== Provided material ==

+===+

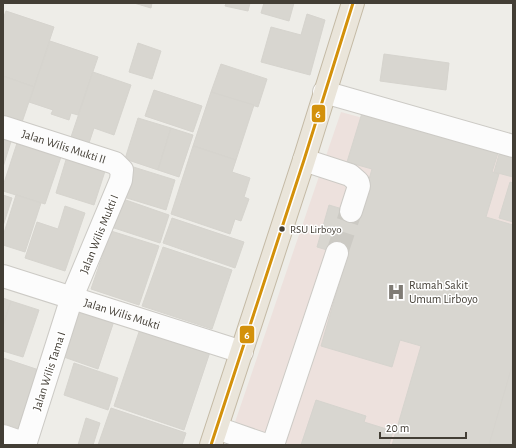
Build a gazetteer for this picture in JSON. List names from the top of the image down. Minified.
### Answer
{"streets":{"street":["Jalan Wilis Mukti II","Jalan Wilis Mukti I","Jalan Wilis Mukti","Jalan Wilis Tama I"]},"crossings":[["Jalan Wilis Mukti II","Jalan Wilis Mukti I"],["Jalan Wilis Mukti I","Jalan Wilis Mukti"],["Jalan Wilis Mukti I","Jalan Wilis Tama I"],["Jalan Wilis Mukti","Jalan Wilis Tama I"]],"places":{"other":["RSU Lirboyo"],"hospital":["Rumah Sakit Umum Lirboyo"]},"lines":["transit line 6"],"scale_bar":"20 m"}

+===+

== Task prompt ==
Transcribe the listing exactly. Its images are to be omitted.

== Result of this task ==
Build a gazetteer for this picture in JSON. List names from the top of the image down. Minified.
### Answer
{"streets":{"street":["Jalan Wilis Mukti II","Jalan Wilis Mukti I","Jalan Wilis Mukti","Jalan Wilis Tama I"]},"crossings":[["Jalan Wilis Mukti II","Jalan Wilis Mukti I"],["Jalan Wilis Mukti I","Jalan Wilis Mukti"],["Jalan Wilis Mukti I","Jalan Wilis Tama I"],["Jalan Wilis Mukti","Jalan Wilis Tama I"]],"places":{"other":["RSU Lirboyo"],"hospital":["Rumah Sakit Umum Lirboyo"]},"lines":["transit line 6"],"scale_bar":"20 m"}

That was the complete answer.